Letter from Helen Hunt to Charlotte Cushman, Sept 4, 1870

Dublin Core

Title

Letter from Helen Hunt to Charlotte Cushman, Sept 4, 1870

Subject

Cushman, Charlotte Saunders, 1816-1876
Relationships-- Intimate--Same-sex
Stebbins, Emma, 1815-1882
Cushman, Emma Crow, 1839-1920
Religion
Jackson, Helen Hunt

Description

Helen Hunt writes that she misses Charlotte Cushman, referring to her as her "Regina Cara" and "my Queen Carlotta," and Hunt wants Cushman to visit Newport. Furthermore, she talks about  Wentworth Higginson who Cushman should take a liking to for Hunt's sake. Hunt mentions deeply conservative Church people that say shocking things without specifiying those encounters any further. Hunt also goes on to talk about various topics such as her visitors, Elizabeth Cabot Cary Agassiz, who wrote for the Atlantic Monthly, and her husband, geologist Louis Agassiz; The Revolution, the magazine founded by women's rights advocate Susan B. Anthony and Elizabeth Cady Stanton, and Laura Curtis Bullard, who bought the magazine from them in 1870; and Theodore Tilton, editor of the New York liberal newspaper The Independent. Later, she informs Cushman about the price of housing, and that a Col. Higginson will get in touch with her about this issue. Eventually, Hunt indicates that Cushman is with Emma Stebbins and Emma Crow Cushman.

Credit

Library of Congress, Charlotte Cushman Papers, Manuscript Division, Library of Congress, Washington, D.C.

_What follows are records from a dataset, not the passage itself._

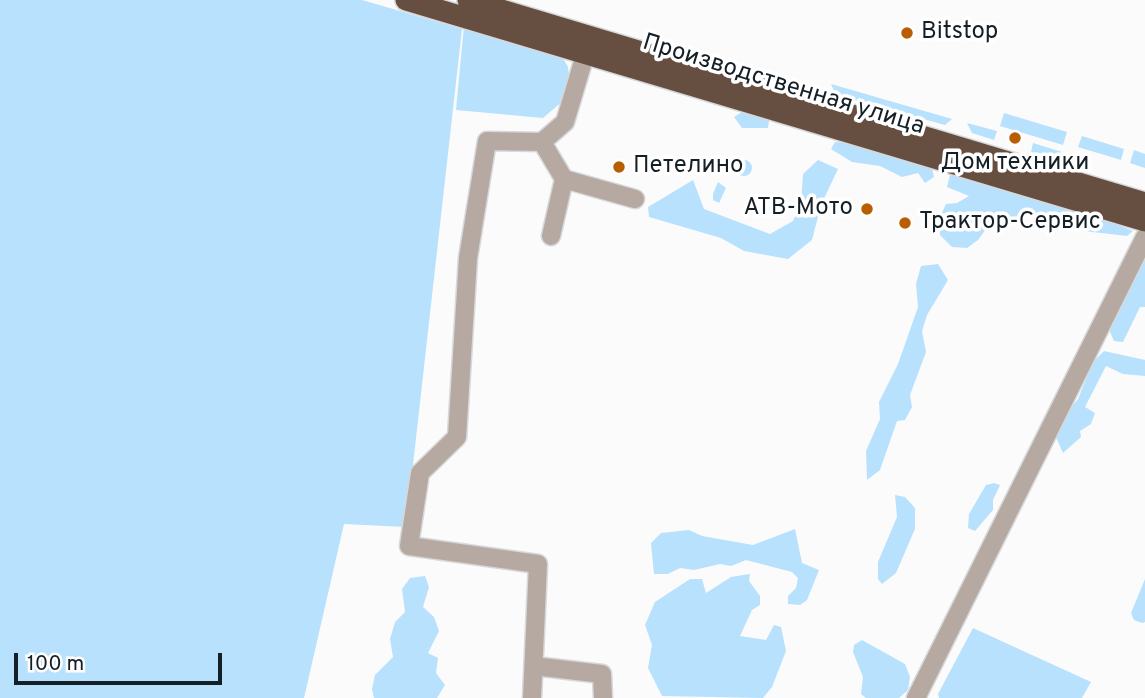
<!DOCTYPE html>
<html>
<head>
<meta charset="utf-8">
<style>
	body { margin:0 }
	#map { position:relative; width:1145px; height:698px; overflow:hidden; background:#fbfbfb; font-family:Overpass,sans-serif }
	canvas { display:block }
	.scale { position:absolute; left:14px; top:653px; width:208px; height:32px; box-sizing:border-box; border:4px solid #151f26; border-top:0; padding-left:9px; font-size:21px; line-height:24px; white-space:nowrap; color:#151f26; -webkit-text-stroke:5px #fff; paint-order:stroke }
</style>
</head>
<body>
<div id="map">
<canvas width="1145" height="698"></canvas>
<div class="scale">100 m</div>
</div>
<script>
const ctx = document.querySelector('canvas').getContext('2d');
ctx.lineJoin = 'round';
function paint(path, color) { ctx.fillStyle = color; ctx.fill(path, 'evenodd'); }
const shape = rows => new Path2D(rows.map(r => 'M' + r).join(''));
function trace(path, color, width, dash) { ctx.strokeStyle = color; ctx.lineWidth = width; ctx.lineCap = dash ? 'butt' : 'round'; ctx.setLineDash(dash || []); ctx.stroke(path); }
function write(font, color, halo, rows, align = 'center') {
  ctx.font = font + ' Overpass,sans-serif'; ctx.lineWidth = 7; ctx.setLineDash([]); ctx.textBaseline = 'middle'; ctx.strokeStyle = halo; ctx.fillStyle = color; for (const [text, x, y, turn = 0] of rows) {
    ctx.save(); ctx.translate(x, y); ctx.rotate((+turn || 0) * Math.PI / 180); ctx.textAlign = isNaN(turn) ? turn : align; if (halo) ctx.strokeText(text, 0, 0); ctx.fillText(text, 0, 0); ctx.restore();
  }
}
const green = shape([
	[0,0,362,0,462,29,406,527,344,524,304,698,0,698],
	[464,25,561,55,568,67,570,84,564,100,543,118,456,110],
	[831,84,952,119,945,125,836,95],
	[742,112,755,113,769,121,768,128,742,128,734,117],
	[1004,113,1067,132,1063,145,1000,126],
	[967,123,997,131,994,140,972,133],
	[1082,136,1124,149,1121,160,1078,147],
	[835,142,857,143,931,164,934,177,925,183,918,173,902,177,880,166,852,162,831,149],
	[1033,143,1062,152,1054,156,1031,152],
	[1134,150,1145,154,1145,168,1130,163],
	[818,160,838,169,821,205,812,240,788,259,744,251,721,238,649,217,648,207,693,180,704,209,770,234,793,221,801,203,803,174],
	'736 168a8 8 0 1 1 16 0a8 8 0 1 1-16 0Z',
	[951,171,997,180,1008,192,1026,189,1032,199,1047,196,1133,231,1127,236,1084,231,1065,224,1041,223,1026,214,989,225,978,240,967,248,952,247,940,235,940,217,946,204,957,203,969,196,947,187],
	[718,182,726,188,719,203,713,200,713,194],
	[1145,255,1145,307,1140,307,1123,342,1114,341,1110,332,1112,320],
	[938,264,948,280,927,315,922,331,926,352,910,395,912,407,905,420,897,421,880,470,867,480,866,451,880,419,879,402,898,364,918,307,916,284,921,266],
	[1104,351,1145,360,1145,376,1123,374,1106,366,1085,407,1095,413,1091,424,1080,431,1081,437,1063,453,1054,433,1057,424,1078,399,1093,362],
	[994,483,1000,485,993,500,993,510,975,531,968,528,969,514,986,485],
	[895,495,905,497,915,508,915,529,896,573,882,584,878,579,878,562,897,517],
	[795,529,802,563,819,570,807,600,800,605,788,604,788,596,796,588,798,578,792,572,746,560,731,566,720,564,694,570,680,568,668,574,654,574,651,543,661,533,689,530,702,536,753,545],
	[750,574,749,581,760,596,760,605,752,610,740,636,766,640,774,625,781,627,786,651,772,687,763,698,662,696,648,668,652,645,645,625,655,602,690,579,702,579,706,593,731,577],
	[425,576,429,587,423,607,434,617,439,631,428,653,438,658,436,673,445,685,437,698,374,698,372,689,375,675,393,657,390,639,395,622,405,612,402,589,410,578],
	[1145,579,1145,622,1142,623,1134,620,1131,613],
	[973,628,1091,682,1082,698,939,698,938,694],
	[862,640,905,664,910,677,908,690,899,698,866,698,861,694,863,677,853,652,854,645]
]);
const street = shape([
	[542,142,564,179,635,199],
	[551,236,564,179],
	[534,666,602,674,603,698],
	[532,698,538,564,409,546,420,473,457,437,468,258,487,141,542,142,565,122,585,55],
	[916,698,1145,237]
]);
const highway = shape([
	[406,0,1145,221],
	[468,0,1145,203]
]);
const markers = [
	[907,33,7,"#b95e00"],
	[1015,138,7,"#b95e00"],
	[619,167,7,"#b95e00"],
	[867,209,7,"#b95e00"],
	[905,223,7,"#b95e00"]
];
const poiNames = [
	["Bitstop",921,33],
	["Дом техники",1015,164,"center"],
	["Петелино",633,167],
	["АТВ-Мото",853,209,"right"],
	["Трактор-Сервис",919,223]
];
const streetNames = [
	["Производственная улица",783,86,17]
];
paint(green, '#b8e1fd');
trace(street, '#d6d8d9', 21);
trace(highway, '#d6d8d9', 24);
trace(street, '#b6a9a2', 18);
trace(highway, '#664f40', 21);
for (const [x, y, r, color] of markers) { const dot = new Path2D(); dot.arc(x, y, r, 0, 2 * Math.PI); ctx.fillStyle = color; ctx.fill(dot); trace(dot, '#fff', 2.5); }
write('24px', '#151f26', '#fff', poiNames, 'left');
write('24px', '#151f26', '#fff', streetNames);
</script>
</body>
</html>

For transcripts, please also see Colorado College.

Creator

Hunt, Helen Jackson, 1830-1885

Source

LoC, CCP, Box 11:3396-3400

Date

1870-09-04

Type

Reference

Letter Item Type Metadata

Text

[3396] Regards Cara,

If you think you can fancy[?] how this last note of yours stirred every drop & fibre of me. - You can’t! and if I try to tell you, and you think you understand me, you won’t! But I shall not try; I might dare to tell you though that I had seen in print that you were very ill & that the news so fitted my instinct or alarm at not hearing, that I have been for a month as sure of all you tell me, as I am now that I read and re[sic?] read and reread it with constant incredulity. Oh you beloved glorious vital woman! How you triumph and conquer; no wonder we who may, love you as we do—with the love we have for women & the love we have for men, set into one love [unlike?] all others. My Queen Carlotta – I do not believe you will come to Newport; I can not believe in anything so blessed, till I hold it under lock & key. I had not quite said I would go back myself, though I have in the bottom of my heart felt sure that I should; all my old +++ all

[3397] gone for the winter, and I fell- misgivinging how I should thrive on[?] a sole diet of self! but now I shall go. Ha! I think I see myself being under any other sky than the one over your head, when that was within my reach. Oh, shall I come daily and sit at feet of you? Are you sure you will bear with being wearied of me?
I write today – your note came yesterday; -  to that sweetest of souls, Wentworth Higginson, to ask him to make question immediately about a house, and write telling you all things. You see I do not mean to go there myself till Nov. 1st, and time should not be lost; he will be more than willing; he has had such longing for you to come; more than once he has said, “Oh, so you really believe she ever will?” – Will you keep ready to love him a little for my sake, in the beginning, Regina; after the beginning you will find his own sake better; but I suppose you will have to forgive him a little in the outset, as I did in being such a radical radical. It is strange – he is gentlest and most loving of men; like a

[reverse of 3396] tender woman in many ways, with all his strength; too, and merry in midst of his long hard life. Ah, I know you will be sure friend of him: -- and it will be California to him, to have you there. You know there are not +++ people in Newport! Most do not read – still +++ think; some one of ideas is startling in that air; I wonder if you will bring enough with you to live on all the year round! I get on because I have time in the house, to dine with -, and I go to New York also for odd weeks many times in the winter; moreover I am sleeky[?]much of the time. – But I am afraid you will be shocked at things said to you. Still I don’t know many of the people; I may do them a little +++ than justice; they are chiefly conservative high Church people, & I confess I don’t understand that kind of creature. You will see, I am so selfish though, I don’t care a farthing if you are bored! I want you so to come! At least one winter will not weary you, the truth is wicked. New York is the only place in America

[3398] unless you have the lungs of a polar bear, and can speak Hebrew; in which case you can breathe Boston east winds, and attend the social gatherings of the Enlargement of the Brain Club!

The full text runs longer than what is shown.